**What to do:**
For the entries below, work out how many lines include the string "button", then write only that number.

**Material shown:**
- - - - - - -

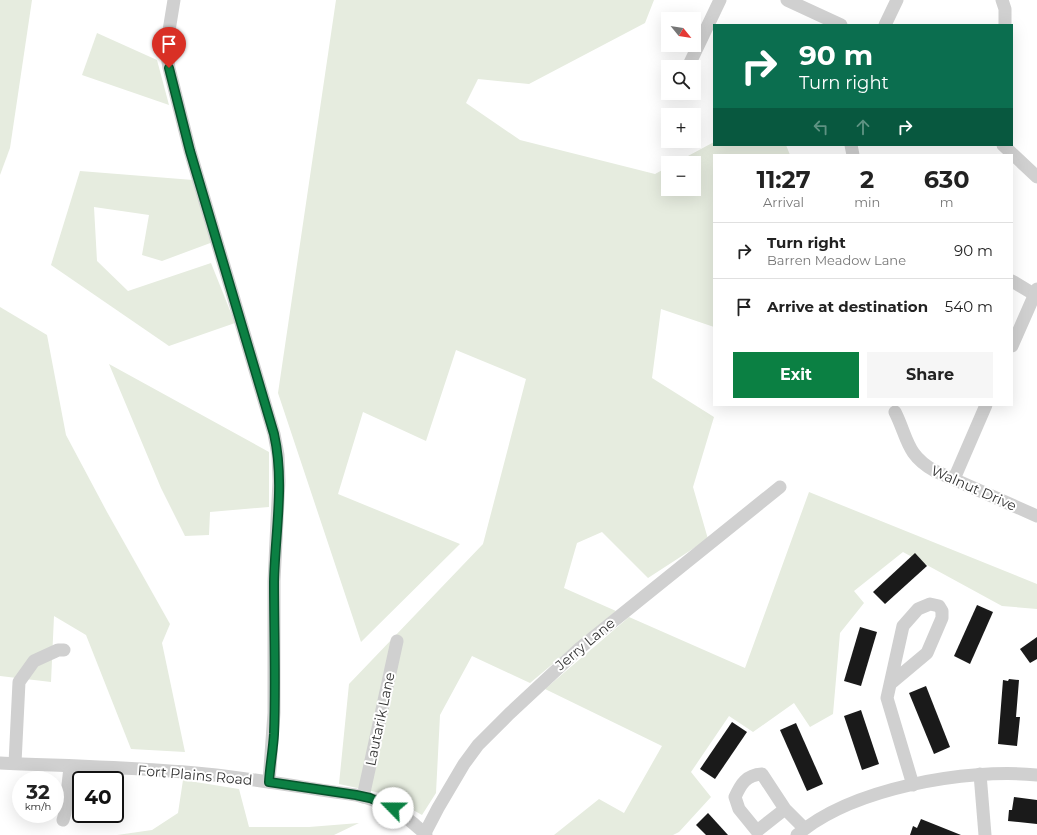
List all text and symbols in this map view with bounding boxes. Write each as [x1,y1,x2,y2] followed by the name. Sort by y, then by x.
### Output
[661,12,701,52] north arrow
[661,12,701,196] map controls
[152,27,186,68] pin
[158,33,180,55] icon: arrive
[799,38,873,72] text: 90 m
[733,40,785,92] icon: right
[661,60,701,100] button: search
[799,72,889,94] text: Turn right
[661,108,701,148] button: +
[810,116,832,138] icon: left
[852,116,874,138] icon: ahead
[894,116,916,138] icon: right
[661,156,701,196] button: −
[756,165,811,194] text: 11:27
[860,165,874,194] text: 2
[924,165,969,194] text: 630
[763,194,804,210] text: Arrival
[854,194,880,210] text: min
[940,194,953,210] text: m
[767,233,846,252] text: Turn right
[733,240,755,262] icon: right
[954,241,993,260] text: 90 m
[767,252,906,268] text: Barren Meadow Lane
[733,296,755,318] icon: arrive
[767,297,928,316] text: Arrive at destination
[945,297,993,316] text: 540 m
[733,352,859,398] button: Exit
[867,352,993,398] button: Share
[928,461,1020,515] street label: Walnut Drive
[551,614,618,675] street label: Jerry Lane
[361,671,399,767] street label: Lautarik Lane
[137,761,253,789] street label: Fort Plains Road
[72,771,124,823] speed limit sign: 40
[26,780,50,804] text: 32
[372,787,414,829] position arrow
[25,800,51,813] text: km/h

- - - - - - -

**Result of the exercise:**
5